You may have heard some of my series on YouTube lately, where I've been talking about how to stop chasing love and what to do instead. That's actually the first thing you need to let go of. In order to attract love, you need to let go of the chase. When we are chasing love, what we're doing is it's in a way like a carrot on a stick, and there's that stick, and it's like the chase is the stick. It's like no matter where you go; there's always going to be a little bit further away, a little bit further out of reach. That's because it's simply about vibrational resonance. One vibration, the one that says we lack it, therefore we're chasing it. That is implying that love isn't already here. In the same moment that we keep telling ourselves that story over and over and over again, that love's not here, that love's not there.

It's over there. I'm going to chase it. It's externalizing our own love, and when we are in that mode, the energy we are putting off is the energy of repelling. We are repelling. Think of it like also, I remember I used to, you know I've told this story a couple of times where I used to work with this lady, and we noticed that this guy we used to work with always chase a woman and when he would chase them, she said to me, she said, do you notice that anytime he's chasing them it's implying that they're running, that they're running away from him. Imagine like I've made this analogy before as well, but imagine that there's a little dog right here. If I were to go come on and I was to like start chasing him like this, guess what that dog's going to do?

The dogs are going to start playing with me, and the dog's going to run away. That's what happens 99% of the time because people are playing off the energy dynamic that we are giving off to them.
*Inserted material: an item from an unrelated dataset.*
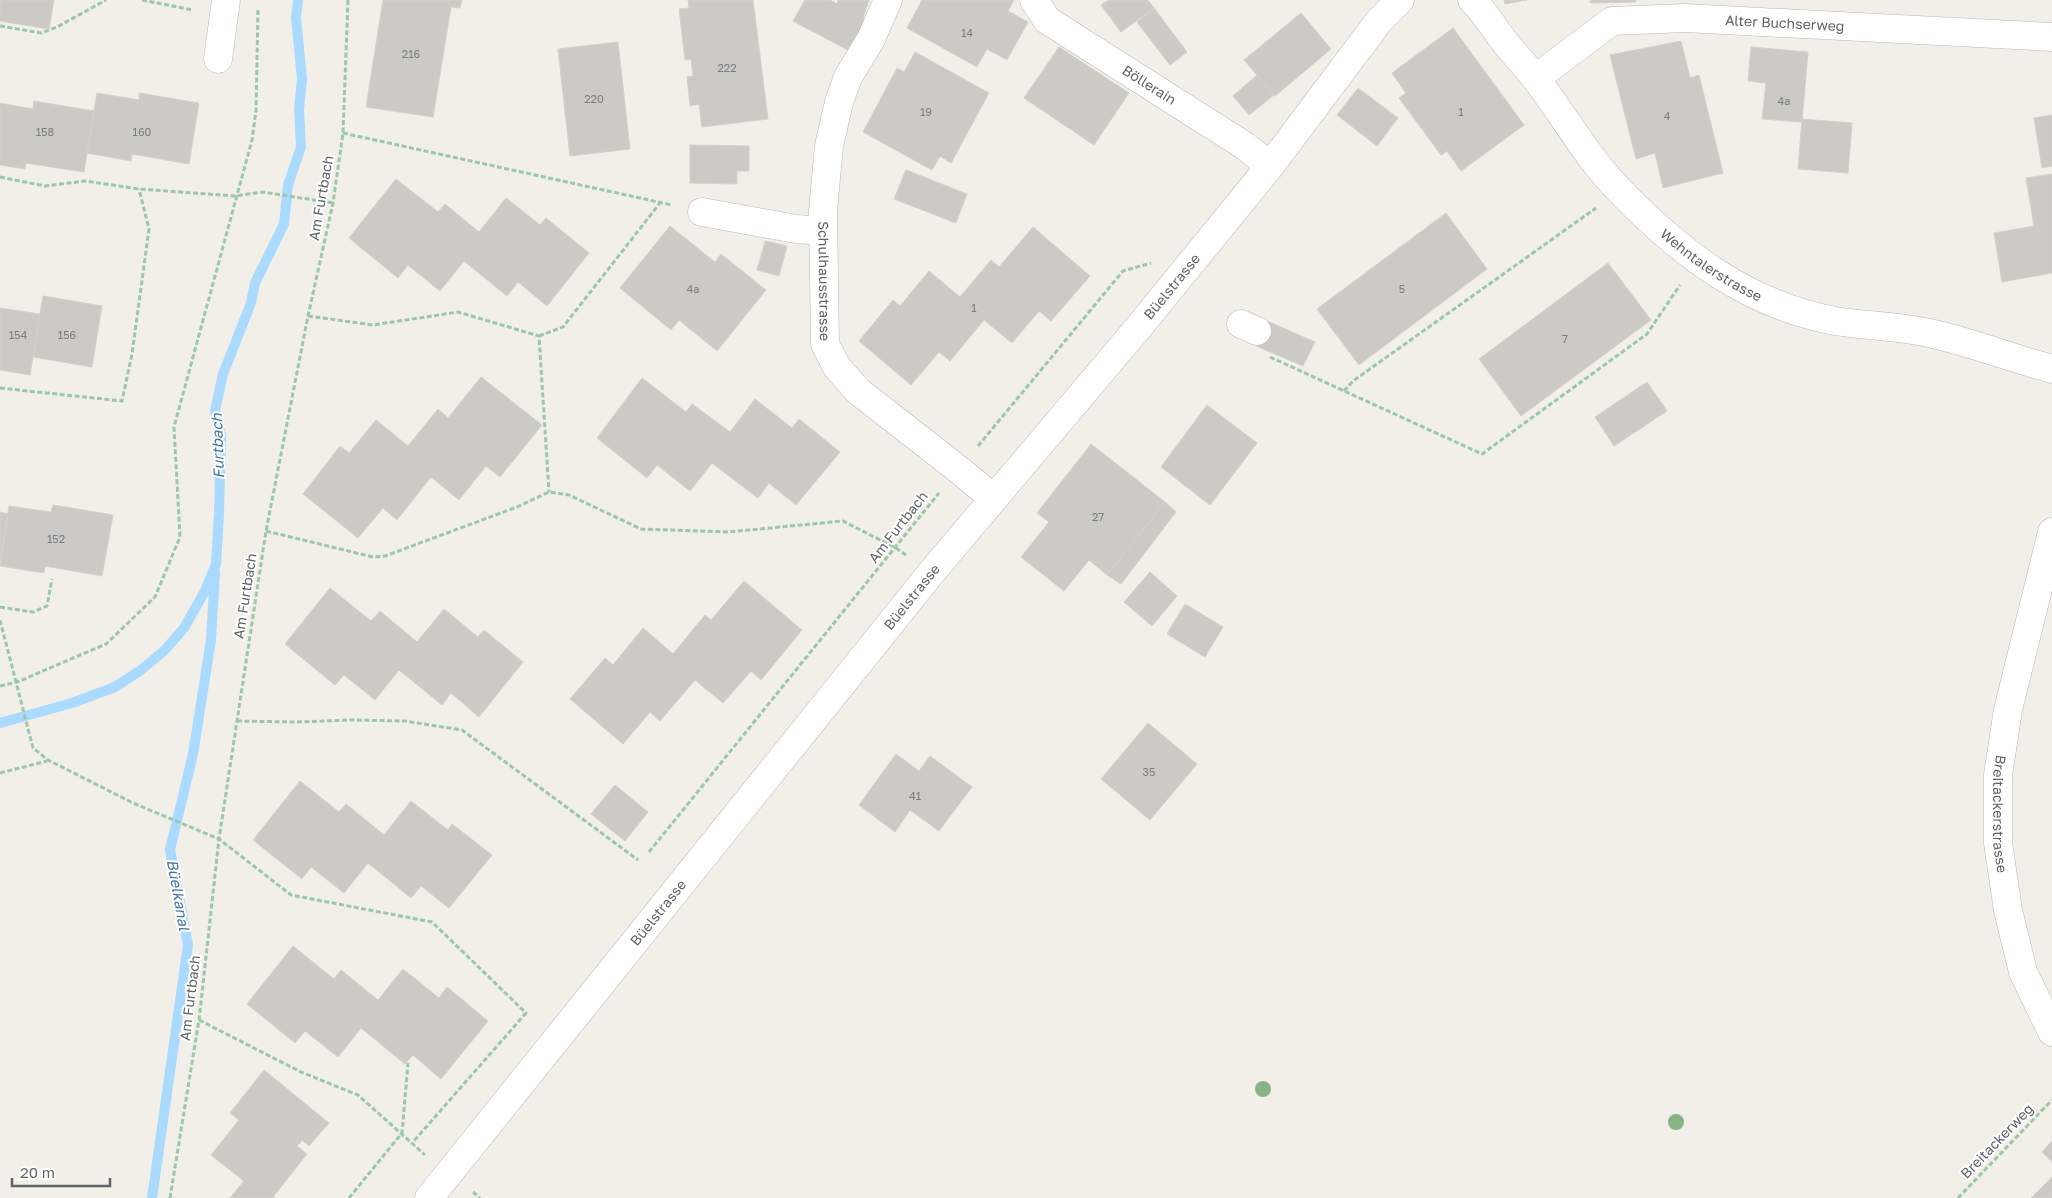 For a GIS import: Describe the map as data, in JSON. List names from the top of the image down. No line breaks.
{"streets":{"street":["Alter Buchserweg","Böllerain","Wehntalerstrasse","Schulhausstrasse","Büelstrasse","Breitackerstrasse"],"path":["Am Furtbach","Breitackerweg"]},"crossings":[["Alter Buchserweg","Wehntalerstrasse"],["Böllerain","Büelstrasse"],["Am Furtbach","Schulhausstrasse"],["Am Furtbach","Büelstrasse"],["Schulhausstrasse","Büelstrasse"]],"water":["Furtbach","Büelkanal"],"house_numbers":["14","216","222","220","4a","19","1","4","158","160","4a","5","1","154","156","7","27","152","35","41"],"scale_bar":"20 m"}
If we are treating them like the star and we're just a cameo, guess how they're going to treat us. They're going to treat us like the way that we're embodying the cameo role. Like, Oh, thank you for being here to support my leading role parts in this movie called life. Then we're like, well, I just feel like if I had the love that I would feel good. But you see, the key is not chasing and switching up the dynamic, becoming the star of your own movie. Almost every single time in the past that I have intended to attract love. If it's ever happened to where I started to chase, it doesn't end well.

I'll tell you that from experience. It just doesn't end well. The key is linking up your own self-image to knowing that it is natural for you to love yourself. I was then the star of your own movie. Anytime I was making someone else star, they would play off that energy dynamic. One of the first girlfriends I had, I would buy a nice sub, I'd buy her meatball subs. This is what I used to be in high school, and I would do all these things that they get, Oh, if I do this, she'll like me. Then that just caused it to where she just kept filling the resistance, and you know, we were together, but then, you know, it kind of fell apart. Then what happened is I got into a new friend group at school. I started completely enjoying life way more, and then I started realizing I was in abundance because I had options.
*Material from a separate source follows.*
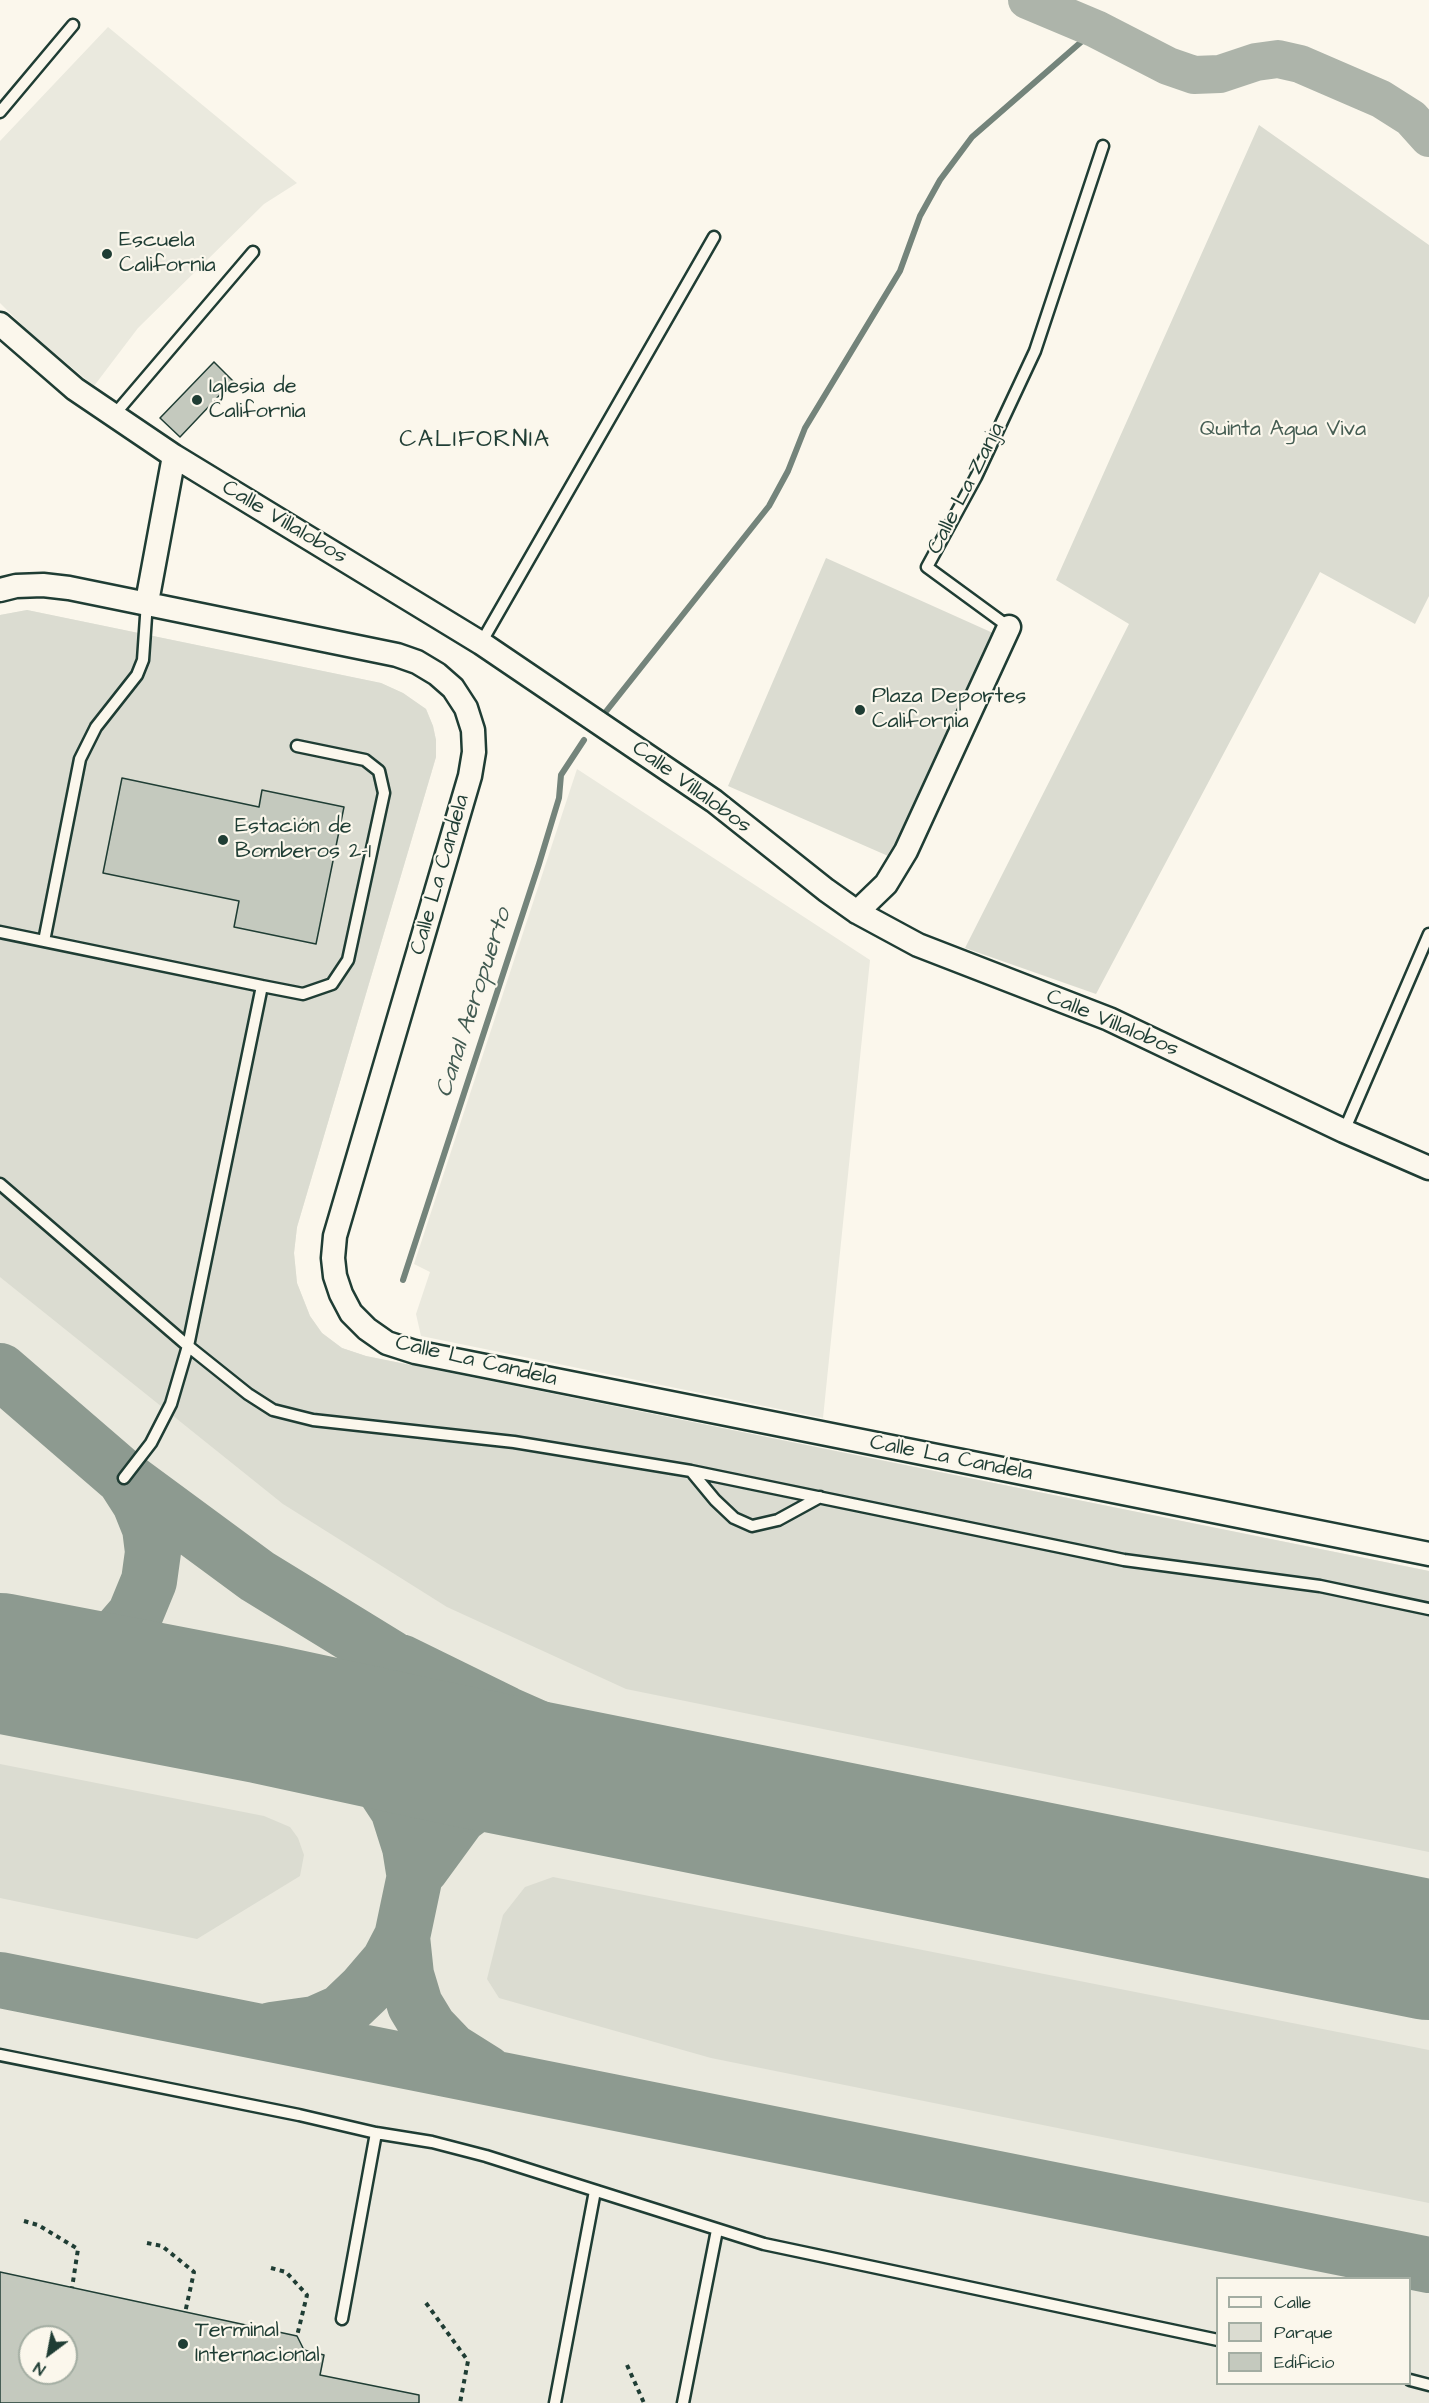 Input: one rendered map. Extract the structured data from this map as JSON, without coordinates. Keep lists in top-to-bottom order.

What I ended up doing is I ended up just having fun in this friend group, and then all of a sudden, it's like she could feel, she's like, why is he the star of his own movie? She started calling me up, and she's like, why don't you become the cameo in my movie again? Or you know, wanting to hang out with me and wanting to patch everything up. Then I was already moved on. I was already like, okay, well now I just, I realized I started to fill up my own cup and I started feeling completely different. What changed there? The energy dynamic, I was no longer chasing it. When you're not chasing it, it comes for you when you are the gravity of your own, and you're the star of your own movies. The first thing you have to let go of is to let go of the chase.

I know it sounds a little weird cause we're told, and we're taught in the opposite way. Let go of the chase and watch how things start to chase you because you've changed the energy dynamic. The second thing I'm going to share with you here. All right? Number two has to do with something a little bit more fun, a little bit different than anything you've probably heard me share before, but it has to do with understanding our beliefs and doing things that emphasize making space for bringing love into our life. Let me explain to you what I mean by this. Right now, I'm inside my room and I'll just kind of show it to you. I have this right here is a cool little gratitude thing that I, that I had in here. I mean scripture on the screen. This is my bed right here, and that right there is a picture of Sedona.

Recently what happened is somebody, I was a, you know, I've been into Feng-Shui lately, and somebody explained to me that as far as the painting behind your headboard goes, this is not great for attracting love. Now, luckily, I'm pretty busy, and I do not necessarily intend to attract love into my life. However, if I did want to attract love, what I've heard from many different people is that putting something that represents love or masculine and feminine above the bed is something that really helps. I've had somebody reached out to me on Instagram for that, and I also had a Feng-Shui person that comes to my house that was helping me. I'm just designing my whole entire house now. I was talking to somebody recently at my buddy Victor's retreat. Her name was Julie. She was a really cool lady, and she's like a financial advisor and also a life coach.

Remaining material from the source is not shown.